[Dataset entries]
------------

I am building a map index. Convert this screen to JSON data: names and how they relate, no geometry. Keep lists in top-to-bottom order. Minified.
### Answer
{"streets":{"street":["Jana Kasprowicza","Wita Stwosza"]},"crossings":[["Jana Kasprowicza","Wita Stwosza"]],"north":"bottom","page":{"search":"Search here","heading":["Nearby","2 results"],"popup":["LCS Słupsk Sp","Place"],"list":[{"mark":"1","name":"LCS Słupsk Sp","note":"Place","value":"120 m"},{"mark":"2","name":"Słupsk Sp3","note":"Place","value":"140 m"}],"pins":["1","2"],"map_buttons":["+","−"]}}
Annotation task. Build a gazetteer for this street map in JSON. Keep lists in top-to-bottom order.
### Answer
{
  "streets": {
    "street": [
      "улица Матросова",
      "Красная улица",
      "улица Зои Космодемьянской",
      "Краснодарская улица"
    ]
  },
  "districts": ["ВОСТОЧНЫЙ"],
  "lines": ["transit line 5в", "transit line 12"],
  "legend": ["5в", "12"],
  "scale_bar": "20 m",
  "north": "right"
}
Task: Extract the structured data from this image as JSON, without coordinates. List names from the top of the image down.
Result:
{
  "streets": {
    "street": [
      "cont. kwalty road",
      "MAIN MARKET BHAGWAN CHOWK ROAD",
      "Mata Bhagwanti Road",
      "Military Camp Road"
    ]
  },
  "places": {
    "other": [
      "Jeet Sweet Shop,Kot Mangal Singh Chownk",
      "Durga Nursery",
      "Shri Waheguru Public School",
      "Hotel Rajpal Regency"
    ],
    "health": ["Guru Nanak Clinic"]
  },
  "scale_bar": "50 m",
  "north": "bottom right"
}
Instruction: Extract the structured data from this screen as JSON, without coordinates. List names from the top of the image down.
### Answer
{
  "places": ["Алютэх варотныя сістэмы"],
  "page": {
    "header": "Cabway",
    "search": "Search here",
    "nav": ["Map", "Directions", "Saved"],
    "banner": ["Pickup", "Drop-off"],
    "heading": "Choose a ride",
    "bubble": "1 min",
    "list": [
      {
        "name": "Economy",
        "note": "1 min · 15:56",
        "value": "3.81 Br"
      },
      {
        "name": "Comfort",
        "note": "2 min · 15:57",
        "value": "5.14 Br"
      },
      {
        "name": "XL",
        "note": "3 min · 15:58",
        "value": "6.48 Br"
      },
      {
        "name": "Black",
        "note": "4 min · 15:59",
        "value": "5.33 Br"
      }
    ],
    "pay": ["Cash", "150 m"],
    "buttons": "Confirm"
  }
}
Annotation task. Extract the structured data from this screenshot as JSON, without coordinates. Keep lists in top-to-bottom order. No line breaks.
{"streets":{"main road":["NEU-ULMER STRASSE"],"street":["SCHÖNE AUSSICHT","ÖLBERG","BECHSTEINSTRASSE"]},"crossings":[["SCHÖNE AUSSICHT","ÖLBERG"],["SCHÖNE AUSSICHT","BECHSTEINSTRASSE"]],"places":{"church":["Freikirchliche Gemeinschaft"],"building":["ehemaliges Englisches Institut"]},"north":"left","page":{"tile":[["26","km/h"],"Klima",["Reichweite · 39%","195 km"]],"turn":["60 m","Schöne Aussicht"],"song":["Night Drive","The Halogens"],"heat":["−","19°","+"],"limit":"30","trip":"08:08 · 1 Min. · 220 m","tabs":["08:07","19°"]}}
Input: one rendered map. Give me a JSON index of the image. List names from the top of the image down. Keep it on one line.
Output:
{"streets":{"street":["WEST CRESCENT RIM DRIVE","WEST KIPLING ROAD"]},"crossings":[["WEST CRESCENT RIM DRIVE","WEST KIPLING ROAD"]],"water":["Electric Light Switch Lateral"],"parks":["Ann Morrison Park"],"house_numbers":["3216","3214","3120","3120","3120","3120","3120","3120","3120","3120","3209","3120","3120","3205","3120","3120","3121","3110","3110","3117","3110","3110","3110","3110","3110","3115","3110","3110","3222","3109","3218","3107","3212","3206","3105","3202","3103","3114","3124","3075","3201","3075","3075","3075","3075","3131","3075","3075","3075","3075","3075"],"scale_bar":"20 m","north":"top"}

------------

Look through the entries above and copy each line that has "image" in it.

Task: Extract the structured data from this image as JSON, without coordinates. List names from the top of the image down.
Instruction: Extract the structured data from this screen as JSON, without coordinates. List names from the top of the image down.
Input: one rendered map. Give me a JSON index of the image. List names from the top of the image down. Keep it on one line.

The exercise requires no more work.